Collected data entries:
§ §

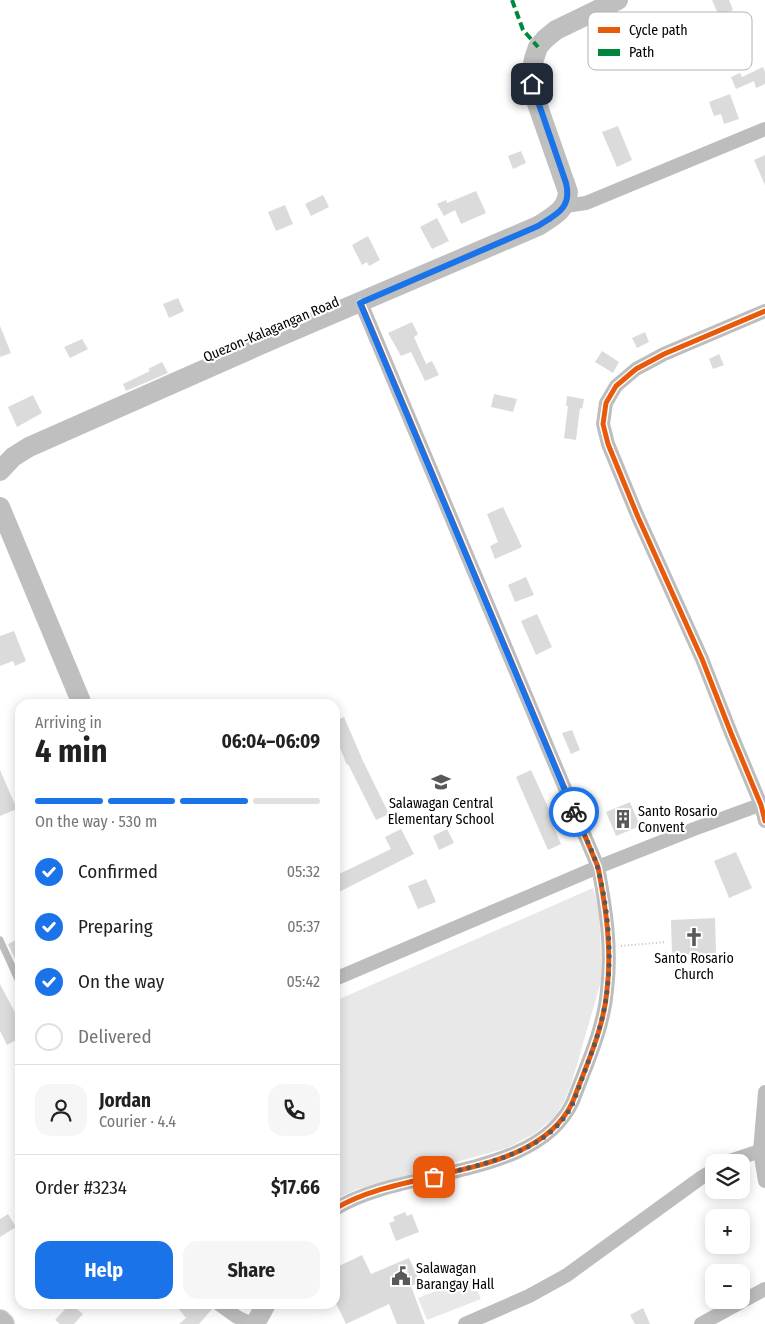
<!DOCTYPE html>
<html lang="en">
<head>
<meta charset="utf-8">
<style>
  body { margin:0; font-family:"Fira Sans Condensed",sans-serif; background:#f6f6f6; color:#222; height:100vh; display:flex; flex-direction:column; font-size:19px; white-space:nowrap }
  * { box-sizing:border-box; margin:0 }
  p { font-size:16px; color:#767676 }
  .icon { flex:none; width:28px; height:28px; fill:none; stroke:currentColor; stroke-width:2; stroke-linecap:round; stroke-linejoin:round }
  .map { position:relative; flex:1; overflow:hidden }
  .panel { position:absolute; left:15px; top:699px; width:325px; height:610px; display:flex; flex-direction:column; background:#fff; border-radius:15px; box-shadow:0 2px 12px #0003 }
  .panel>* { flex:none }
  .tools { position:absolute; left:705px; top:1154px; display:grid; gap:10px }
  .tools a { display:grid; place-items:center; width:45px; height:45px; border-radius:10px; background:#fff; box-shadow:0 2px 12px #0003; font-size:25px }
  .pin { position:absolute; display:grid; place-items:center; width:42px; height:42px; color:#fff; margin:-21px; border-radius:10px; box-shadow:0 2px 8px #0006 }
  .courier { position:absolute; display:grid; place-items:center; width:50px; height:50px; margin:-25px; border:4px solid #1a73e8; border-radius:50%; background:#fff; color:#222; box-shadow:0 1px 6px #0007 }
  .summary em { font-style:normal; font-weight:700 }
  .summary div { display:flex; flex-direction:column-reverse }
  .summary { display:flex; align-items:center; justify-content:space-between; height:85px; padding:0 20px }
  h1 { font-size:32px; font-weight:700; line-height:38px }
  .bar { display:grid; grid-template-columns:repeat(4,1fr); gap:8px 5px; align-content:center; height:60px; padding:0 20px }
  .bar i { height:6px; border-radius:4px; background:#e0e0e0 }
  .bar .selected { background:#1a73e8 }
  .bar p { grid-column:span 4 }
  .line { display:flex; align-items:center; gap:12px; padding:0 20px; border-top:1px solid #e0e0e0 }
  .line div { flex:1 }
  .round { display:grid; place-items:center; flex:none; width:52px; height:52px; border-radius:15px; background:#f6f6f6 }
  ol { padding:0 20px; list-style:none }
  li { display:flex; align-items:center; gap:15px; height:55px }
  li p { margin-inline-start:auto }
  li .icon { padding:5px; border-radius:50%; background:#1a73e8; color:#fff; stroke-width:4 }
  li:last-child { color:#767676 }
  li i { width:28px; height:28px; border:2px solid #e0e0e0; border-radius:50% }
  .primary-button { display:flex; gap:10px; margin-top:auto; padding:10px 20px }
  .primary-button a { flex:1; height:58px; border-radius:15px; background:#1a73e8; color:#fff; font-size:20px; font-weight:700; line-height:58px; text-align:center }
  .primary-button a+a { background:#f6f6f6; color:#222 }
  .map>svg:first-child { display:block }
</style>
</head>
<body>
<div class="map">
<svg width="765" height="1324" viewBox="0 0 765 1324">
  <rect width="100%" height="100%" fill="#fff"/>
  <g fill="#e8e8e8">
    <path d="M593 888 599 908 602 978 571 1085 565 1100 555 1117 534 1134 507 1148 358 1189 335 1199V1001Z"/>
    <path d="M472 1277 481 1299 427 1320 418 1298Z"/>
  </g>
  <g fill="#dbdbdb">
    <path d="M712 0H729L733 10 719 16Z"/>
    <path d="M763 67 765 72V84L756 88 754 81 736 89 731 77 740 73 742 77Z"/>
    <path d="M730 94 739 119 724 124 721 114 714 116 709 102Z"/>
    <path d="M618 126 632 160 617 167 602 132Z"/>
    <path d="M521 151 526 163 513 169 508 156Z"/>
    <path d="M765 155V185L754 160Z"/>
    <path d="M476 191 486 213 461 224 455 210 444 216 437 204 446 200 447 203Z"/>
    <path d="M323 195 329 207 311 216 305 204Z"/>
    <path d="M285 205 293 224 276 231 268 212Z"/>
    <path d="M437 218 449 241 432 249 420 227Z"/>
    <path d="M368 236 380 260 369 266 367 262 362 265 352 245Z"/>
    <path d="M178 298 184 311 169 318 163 304Z"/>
    <path d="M412 322 418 334 414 337 426 364 432 361 439 375 425 381 411 352 401 356 388 333Z"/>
    <path d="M0 326 11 353 0 357Z"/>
    <path d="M645 332 649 342 637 348 632 338Z"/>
    <path d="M82 339 88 349 70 358 64 347Z"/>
    <path d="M602 351 619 362 613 373 595 362Z"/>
    <path d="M719 354 724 365 713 369 709 359Z"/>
    <path d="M162 362 168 373 126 391 123 384 150 371 148 369Z"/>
    <path d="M494 394 517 399 513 412 491 407Z"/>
    <path d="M33 395 42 413 17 427 8 407Z"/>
    <path d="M567 396 584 399 582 409 580 408 576 440 564 438 568 406H566Z"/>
    <path d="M503 507 522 547 495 559 490 546 498 542 487 514Z"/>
    <path d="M526 577 534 595 515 602 508 585Z"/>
    <path d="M537 614 552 647 536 655 521 621Z"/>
    <path d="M14 631 26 661 15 666 13 661 0 666V636Z"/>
    <path d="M344 717 363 761 389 814 376 820 348 764 347 765 335 736V721Z"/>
    <path d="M572 730 580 750 571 754 562 733Z"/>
    <path d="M0 770 17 809 0 816Z"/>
    <path d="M531 770 554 820 551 821 561 844 548 850 516 777Z"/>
    <path d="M630 802 640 826 616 836 606 812Z"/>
    <path d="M401 829 414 854 335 894V876L391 849 385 837Z"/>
    <path d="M447 829 454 843 439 850 433 836Z"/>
    <path d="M736 852 752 888 729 898 714 861Z"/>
    <path d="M426 879 436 902 418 909 408 886Z"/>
    <path d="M715 918 716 953 672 955 671 920Z"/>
    <path d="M20 938V957L15 959 8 944Z"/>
    <path d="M0 984 20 1022V1038L7 1045 0 1031Z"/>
    <path d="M405 1212 407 1216 412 1214 419 1232 396 1241 389 1223 395 1221 393 1217Z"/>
    <path d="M8 1214 16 1227 0 1237V1219Z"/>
    <path d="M362 1255 371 1274 409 1258 420 1282 411 1286 425 1324H397L389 1304 346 1324 335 1301V1268Z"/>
    <path d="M70 1304 83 1314 74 1324H60L55 1320Z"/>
    <path d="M175 1304H210L212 1309 199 1324H179L186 1318Z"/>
    <path d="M643 1308 650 1324H635L630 1315Z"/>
  </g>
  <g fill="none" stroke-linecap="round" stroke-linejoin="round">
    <g stroke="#dbdbdb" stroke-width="24">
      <path id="trunk" d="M0 1321 3 1324"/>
    </g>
    <path stroke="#c2c2c2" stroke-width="2" stroke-dasharray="1 2.5" stroke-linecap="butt" d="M621 946 665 942"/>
    <path stroke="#bdbdbd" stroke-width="7" d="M0 940 20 984"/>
    <g stroke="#bdbdbd" stroke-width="14">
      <path d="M565 206 586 203 765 129"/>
      <path d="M765 311 664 354 636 369 616 386 606 403 603 424 608 444 638 517 702 659 731 733 761 805 765 821"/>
      <path d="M335 979 598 867 694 829 765 803"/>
      <path d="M765 1092 760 1151 765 1181"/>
      <path d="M727 1162 760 1151H765"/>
      <path d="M335 1209C401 1167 538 1180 573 1101 586 1066 604 1028 607 990 612 949 606 908 598 867L361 303"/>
      <path d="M219 1304 237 1317 252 1324"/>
      <path d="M465 1324 529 1296 567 1275 702 1177 714 1170"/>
      <path d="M701 1324 765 1289"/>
    </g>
    <g stroke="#bfbfbf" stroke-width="20">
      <path d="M0 471 13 457 29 447 278 337 538 226C552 217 567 210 568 192L534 95 531 73 534 59 538 47 545 39 556 30 618 0"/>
      <path d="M0 507 82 704"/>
      <path d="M255 1324 266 1304"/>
    </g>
    <use href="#trunk" stroke="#bdbdbd" stroke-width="22"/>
    <path stroke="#00873e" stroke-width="4" stroke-dasharray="8 4" stroke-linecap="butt" d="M512 0 523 30 538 47"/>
    <g stroke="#fff" stroke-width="8">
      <g id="cycleway">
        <path d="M765 311 664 354 636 369 616 386 606 403 603 424 608 444 638 517 702 659 731 733 761 805 765 821"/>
        <path d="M335 1209C401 1167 538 1180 573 1101 586 1066 604 1028 607 990 612 949 606 908 598 867L361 303"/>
      </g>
    </g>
    <use href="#cycleway" stroke="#e8590c" stroke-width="5"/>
  </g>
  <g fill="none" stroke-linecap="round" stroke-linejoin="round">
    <path stroke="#595959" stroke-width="5" stroke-dasharray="0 9" d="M434 1177C483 1163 550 1154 574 1101 586 1066 603 1029 607 991 612 952 608 908 598 869 593 850 582 831 574 812"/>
    <path stroke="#1a73e8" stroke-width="6" d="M532 84 566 183C572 208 557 214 538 226L360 303 574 812"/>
  </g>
  <defs>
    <g id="school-bare" transform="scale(1.5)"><path d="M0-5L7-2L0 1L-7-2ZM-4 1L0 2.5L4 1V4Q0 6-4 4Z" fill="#595959" stroke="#fff" stroke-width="2.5" paint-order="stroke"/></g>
    <g id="building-bare" transform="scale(1.5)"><path d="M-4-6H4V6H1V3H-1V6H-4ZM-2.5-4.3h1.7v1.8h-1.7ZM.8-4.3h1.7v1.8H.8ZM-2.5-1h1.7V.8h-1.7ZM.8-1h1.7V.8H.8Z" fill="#595959" stroke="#fff" stroke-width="2.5" paint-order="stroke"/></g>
    <g id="church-bare" transform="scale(1.5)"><path d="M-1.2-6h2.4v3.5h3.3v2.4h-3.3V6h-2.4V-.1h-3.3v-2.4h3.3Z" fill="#595959" stroke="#fff" stroke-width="2.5" paint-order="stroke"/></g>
    <g id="civic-bare" transform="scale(1.5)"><path d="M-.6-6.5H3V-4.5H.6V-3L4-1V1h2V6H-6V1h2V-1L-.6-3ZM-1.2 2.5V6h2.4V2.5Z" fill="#595959" stroke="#fff" stroke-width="2.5" paint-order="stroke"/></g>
  </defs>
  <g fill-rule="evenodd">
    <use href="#school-bare" x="441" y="782"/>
    <use href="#building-bare" x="623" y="819"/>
    <use href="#church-bare" x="694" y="937"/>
    <use href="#civic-bare" x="401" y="1276"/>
  </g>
  <g text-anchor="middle" stroke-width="4.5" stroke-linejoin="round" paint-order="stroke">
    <g font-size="14" fill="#000" stroke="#fff">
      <text transform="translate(271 329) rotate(-23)" y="5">Quezon-Kalagangan Road</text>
    </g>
    <g font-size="14" fill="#000" stroke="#fff">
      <text x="441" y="808">Salawagan Central<tspan x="441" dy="16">Elementary School</tspan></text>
      <text x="638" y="816" text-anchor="start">Santo Rosario<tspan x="638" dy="16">Convent</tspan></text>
      <text x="694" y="963">Santo Rosario<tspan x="694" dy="16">Church</tspan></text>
      <text x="416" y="1273" text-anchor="start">Salawagan<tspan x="416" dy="16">Barangay Hall</tspan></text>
    </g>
  </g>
  <rect x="588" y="12" width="164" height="58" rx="8" fill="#fff" stroke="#b2b2b2" stroke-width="1"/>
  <rect x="598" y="27" width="22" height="6" fill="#e8590c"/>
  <rect x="598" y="49" width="22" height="7" fill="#00873e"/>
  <g font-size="14" fill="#000">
    <text x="629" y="35">Cycle path</text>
    <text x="629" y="57">Path</text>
  </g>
</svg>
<div class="tools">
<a><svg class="icon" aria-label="layers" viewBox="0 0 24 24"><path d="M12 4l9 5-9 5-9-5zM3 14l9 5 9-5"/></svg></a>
<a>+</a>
<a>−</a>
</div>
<div class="pin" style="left:434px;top:1177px;background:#ea580c"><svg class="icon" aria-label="bag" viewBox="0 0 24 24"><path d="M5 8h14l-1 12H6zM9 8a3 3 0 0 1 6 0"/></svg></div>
<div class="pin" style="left:532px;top:84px;background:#1f2937"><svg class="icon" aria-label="home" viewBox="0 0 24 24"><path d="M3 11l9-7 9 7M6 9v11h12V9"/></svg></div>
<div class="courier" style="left:574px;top:812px"><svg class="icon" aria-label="bike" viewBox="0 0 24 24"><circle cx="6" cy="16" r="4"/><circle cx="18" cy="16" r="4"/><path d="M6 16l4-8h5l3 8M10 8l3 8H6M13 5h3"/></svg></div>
<section class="panel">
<div class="summary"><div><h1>4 min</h1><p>Arriving in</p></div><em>06:04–06:09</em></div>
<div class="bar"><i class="selected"></i><i class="selected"></i><i class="selected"></i><i></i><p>On the way · 530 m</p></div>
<ol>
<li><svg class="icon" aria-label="check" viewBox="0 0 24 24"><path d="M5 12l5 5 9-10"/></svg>Confirmed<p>05:32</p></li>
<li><svg class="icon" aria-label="check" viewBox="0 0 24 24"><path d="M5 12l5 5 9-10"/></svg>Preparing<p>05:37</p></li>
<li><svg class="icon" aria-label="check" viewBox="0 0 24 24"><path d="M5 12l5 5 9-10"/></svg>On the way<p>05:42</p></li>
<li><i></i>Delivered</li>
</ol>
<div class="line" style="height:90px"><a class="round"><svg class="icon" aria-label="person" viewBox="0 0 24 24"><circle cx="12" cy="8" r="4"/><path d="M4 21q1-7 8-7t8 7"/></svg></a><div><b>Jordan</b><p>Courier · 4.4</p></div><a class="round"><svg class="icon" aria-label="phone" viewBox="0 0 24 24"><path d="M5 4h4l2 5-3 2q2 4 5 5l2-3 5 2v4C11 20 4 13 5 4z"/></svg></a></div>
<div class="line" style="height:65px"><div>Order #3234</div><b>$17.66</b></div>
<div class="primary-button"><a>Help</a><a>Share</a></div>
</section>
</div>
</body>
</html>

§ §

**ABOUT THIS EXERCISE:**
Filter the entries by the string "tools" and copy each matching line.

**RESULT FOR THIS TASK:**
  .tools { position:absolute; left:705px; top:1154px; display:grid; gap:10px }
  .tools a { display:grid; place-items:center; width:45px; height:45px; border-radius:10px; background:#fff; box-shadow:0 2px 12px #0003; font-size:25px }
<div class="tools">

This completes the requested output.